Duties | Working Conditions | Personal Characteristics | Education | Employment | Salary | Other Information | Related Occupations | Related School Subjects | Related Field of Study


When customers bring in motorcycles or all-terrain vehicles for preventative maintenance or repair, motorcycle mechanics:

  • discuss complaints with customers or the service manager
  • diagnose problems and locate failures with the electrical system, engine, power train, suspension or frame by inspecting the vehicle, listening to it operate and using testing equipment
  • dismantle, adjust and repair or replace mechanical and electrical system parts and components
  • perform routine maintenance tasks such as cleaning and adjusting the carburetor, adjusting the clutch, brakes and drive chain, and replacing worn parts
  • rebuild or replace parts
  • operate equipment such as boring bars, valve grinders, lathes, tire changers and computers.

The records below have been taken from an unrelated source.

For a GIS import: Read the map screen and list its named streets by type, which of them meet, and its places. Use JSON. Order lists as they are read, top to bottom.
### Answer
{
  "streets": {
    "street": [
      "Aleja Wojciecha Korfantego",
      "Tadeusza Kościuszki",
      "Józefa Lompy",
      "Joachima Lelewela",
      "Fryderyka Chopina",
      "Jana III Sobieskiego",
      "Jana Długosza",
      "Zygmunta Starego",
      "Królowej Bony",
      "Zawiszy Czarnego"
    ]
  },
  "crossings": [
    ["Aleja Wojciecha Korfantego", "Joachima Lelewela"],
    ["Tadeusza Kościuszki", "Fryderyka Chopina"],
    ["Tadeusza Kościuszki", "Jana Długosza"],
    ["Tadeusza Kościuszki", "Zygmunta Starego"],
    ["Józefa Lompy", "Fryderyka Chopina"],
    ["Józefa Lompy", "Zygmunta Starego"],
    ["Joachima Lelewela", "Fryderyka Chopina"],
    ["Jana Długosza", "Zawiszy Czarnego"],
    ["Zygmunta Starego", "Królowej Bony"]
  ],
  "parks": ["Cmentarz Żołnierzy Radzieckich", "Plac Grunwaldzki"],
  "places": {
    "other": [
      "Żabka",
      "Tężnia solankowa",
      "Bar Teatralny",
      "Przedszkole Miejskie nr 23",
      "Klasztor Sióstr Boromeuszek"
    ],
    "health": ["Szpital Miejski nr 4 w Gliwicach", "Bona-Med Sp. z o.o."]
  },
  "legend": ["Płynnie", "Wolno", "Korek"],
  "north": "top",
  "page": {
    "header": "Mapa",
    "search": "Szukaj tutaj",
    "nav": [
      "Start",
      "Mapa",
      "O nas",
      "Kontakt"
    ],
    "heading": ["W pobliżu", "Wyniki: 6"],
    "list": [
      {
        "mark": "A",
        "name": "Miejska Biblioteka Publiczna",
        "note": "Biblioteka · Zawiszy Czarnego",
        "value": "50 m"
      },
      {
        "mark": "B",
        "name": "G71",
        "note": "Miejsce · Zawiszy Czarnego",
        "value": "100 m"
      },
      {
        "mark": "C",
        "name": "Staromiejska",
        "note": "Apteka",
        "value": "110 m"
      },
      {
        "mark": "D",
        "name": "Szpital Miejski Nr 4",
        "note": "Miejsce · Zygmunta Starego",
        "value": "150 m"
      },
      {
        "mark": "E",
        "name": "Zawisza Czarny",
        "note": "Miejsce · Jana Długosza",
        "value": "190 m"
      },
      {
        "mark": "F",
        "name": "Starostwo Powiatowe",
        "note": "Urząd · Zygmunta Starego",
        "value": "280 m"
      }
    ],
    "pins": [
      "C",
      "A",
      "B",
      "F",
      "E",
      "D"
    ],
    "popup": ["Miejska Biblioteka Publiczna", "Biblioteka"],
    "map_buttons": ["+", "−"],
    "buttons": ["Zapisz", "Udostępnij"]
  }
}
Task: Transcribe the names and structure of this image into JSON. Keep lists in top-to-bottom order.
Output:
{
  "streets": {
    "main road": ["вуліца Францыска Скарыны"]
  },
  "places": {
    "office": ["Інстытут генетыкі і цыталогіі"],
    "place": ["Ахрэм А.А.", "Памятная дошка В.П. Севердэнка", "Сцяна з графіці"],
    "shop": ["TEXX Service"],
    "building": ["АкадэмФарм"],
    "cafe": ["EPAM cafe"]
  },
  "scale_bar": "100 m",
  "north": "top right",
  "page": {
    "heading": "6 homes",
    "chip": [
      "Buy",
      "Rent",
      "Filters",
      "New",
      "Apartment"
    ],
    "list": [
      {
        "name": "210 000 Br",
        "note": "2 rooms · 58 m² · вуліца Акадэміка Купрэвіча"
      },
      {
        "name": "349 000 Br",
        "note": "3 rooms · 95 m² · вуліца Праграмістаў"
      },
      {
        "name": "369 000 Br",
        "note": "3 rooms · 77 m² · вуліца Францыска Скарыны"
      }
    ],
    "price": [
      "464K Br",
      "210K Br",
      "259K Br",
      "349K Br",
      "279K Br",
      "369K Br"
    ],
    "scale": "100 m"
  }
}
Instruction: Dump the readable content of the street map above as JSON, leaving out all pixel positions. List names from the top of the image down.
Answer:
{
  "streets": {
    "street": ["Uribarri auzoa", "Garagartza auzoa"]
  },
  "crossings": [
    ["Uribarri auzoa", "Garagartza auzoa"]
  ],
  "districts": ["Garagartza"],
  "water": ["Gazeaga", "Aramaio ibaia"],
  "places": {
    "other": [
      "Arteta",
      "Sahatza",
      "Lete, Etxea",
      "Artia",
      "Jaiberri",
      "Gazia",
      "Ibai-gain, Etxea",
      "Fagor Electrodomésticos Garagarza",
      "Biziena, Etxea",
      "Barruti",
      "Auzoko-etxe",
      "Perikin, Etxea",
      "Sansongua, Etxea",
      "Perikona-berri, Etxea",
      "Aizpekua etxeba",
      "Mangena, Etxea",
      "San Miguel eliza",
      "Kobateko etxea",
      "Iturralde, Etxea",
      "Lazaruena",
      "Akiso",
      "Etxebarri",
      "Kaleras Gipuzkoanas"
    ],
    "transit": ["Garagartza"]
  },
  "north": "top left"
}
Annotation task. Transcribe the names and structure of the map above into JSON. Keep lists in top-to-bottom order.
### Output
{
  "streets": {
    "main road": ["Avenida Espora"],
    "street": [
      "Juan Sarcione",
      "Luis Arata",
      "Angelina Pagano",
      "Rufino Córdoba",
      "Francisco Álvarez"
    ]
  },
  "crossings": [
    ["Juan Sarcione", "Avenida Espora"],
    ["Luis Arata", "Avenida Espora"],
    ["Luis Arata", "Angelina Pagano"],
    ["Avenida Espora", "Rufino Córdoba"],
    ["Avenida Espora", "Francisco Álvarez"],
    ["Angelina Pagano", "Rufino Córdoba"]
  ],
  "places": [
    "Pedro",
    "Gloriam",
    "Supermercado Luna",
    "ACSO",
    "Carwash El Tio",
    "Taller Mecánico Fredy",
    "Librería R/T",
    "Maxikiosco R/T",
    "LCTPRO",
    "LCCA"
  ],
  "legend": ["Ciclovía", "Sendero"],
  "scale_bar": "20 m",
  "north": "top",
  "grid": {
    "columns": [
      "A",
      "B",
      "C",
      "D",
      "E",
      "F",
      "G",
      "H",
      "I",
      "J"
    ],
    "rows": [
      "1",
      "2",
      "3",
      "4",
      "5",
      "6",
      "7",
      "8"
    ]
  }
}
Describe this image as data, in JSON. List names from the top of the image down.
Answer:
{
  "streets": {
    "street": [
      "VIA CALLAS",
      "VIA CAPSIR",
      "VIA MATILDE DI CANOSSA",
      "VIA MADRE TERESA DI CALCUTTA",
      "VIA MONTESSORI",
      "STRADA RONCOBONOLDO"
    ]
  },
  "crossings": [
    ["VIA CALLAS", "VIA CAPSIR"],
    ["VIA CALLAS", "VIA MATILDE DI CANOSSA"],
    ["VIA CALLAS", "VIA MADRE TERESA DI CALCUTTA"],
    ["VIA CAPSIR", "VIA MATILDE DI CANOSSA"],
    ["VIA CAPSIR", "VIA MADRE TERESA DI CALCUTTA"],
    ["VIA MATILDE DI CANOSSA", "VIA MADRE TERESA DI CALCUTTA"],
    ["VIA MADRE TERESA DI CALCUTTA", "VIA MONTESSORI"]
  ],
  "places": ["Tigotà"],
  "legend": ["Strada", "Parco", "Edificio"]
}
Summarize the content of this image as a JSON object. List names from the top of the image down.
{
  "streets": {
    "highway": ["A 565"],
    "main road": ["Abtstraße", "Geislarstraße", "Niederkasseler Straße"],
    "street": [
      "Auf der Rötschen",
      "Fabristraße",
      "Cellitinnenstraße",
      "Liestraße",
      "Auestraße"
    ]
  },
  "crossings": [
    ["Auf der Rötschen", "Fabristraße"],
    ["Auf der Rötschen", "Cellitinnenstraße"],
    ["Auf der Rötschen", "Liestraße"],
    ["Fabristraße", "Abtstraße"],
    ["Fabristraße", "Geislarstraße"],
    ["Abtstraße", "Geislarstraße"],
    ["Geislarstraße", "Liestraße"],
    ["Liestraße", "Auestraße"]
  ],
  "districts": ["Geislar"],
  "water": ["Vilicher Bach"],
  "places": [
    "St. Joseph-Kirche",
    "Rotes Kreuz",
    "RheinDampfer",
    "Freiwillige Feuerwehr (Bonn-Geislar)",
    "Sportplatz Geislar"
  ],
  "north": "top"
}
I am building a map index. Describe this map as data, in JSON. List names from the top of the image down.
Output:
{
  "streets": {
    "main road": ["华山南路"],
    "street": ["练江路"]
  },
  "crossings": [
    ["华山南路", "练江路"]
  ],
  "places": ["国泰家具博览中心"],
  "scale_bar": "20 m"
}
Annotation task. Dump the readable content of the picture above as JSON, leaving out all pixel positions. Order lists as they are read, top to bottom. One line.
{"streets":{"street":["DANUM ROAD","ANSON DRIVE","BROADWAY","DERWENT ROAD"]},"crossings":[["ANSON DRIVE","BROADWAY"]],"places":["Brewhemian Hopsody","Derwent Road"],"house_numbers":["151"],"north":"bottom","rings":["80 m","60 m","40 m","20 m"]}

Motorcycle mechanics who work for motorcycle dealerships also assemble new machines.

Working Conditions

Motorcycle mechanics usually work indoors in shops. The work is noisy when engines are being tested. Ventilation systems reduce the risk involved in working near exhaust fumes.

Motorcycle mechanics may be required to lift and move items that weigh over 20 kilograms.

Personal Characteristics

Motorcycle mechanics need the following characteristics:

  • mechanical interest and aptitude
  • good customer relations skills
  • willingness to work long hours in the busy season
  • the ability and willingness to continuously upgrade their knowledge and skills.

They should enjoy work that requires precision and solving problems.

Educational Requirements

To work in Alberta, a motorcycle mechanic must be ONE of the following:

  • a registered apprentice
  • an Alberta-certified journeyperson
  • someone who holds a recognized related trade certificate.

To register with Alberta Apprenticeship and Industry Training, apprentices must:

  • have an Alberta high school transcript with at least English Language Arts 20-2, Math 20-3 and Science 10, or equivalent, or pass an entrance exam.
  • find a suitable employer who is willing to hire and train an apprentice. Most employers prefer to hire high school graduates. 

The term of apprenticeship is four years (four 12-month periods) that include a minimum of:

  • 1,360 hours of on-the-job training and eight weeks of technical training in the first and second year
  • 1,420 hours of on-the-job training and six weeks of technical training in the third and fourth.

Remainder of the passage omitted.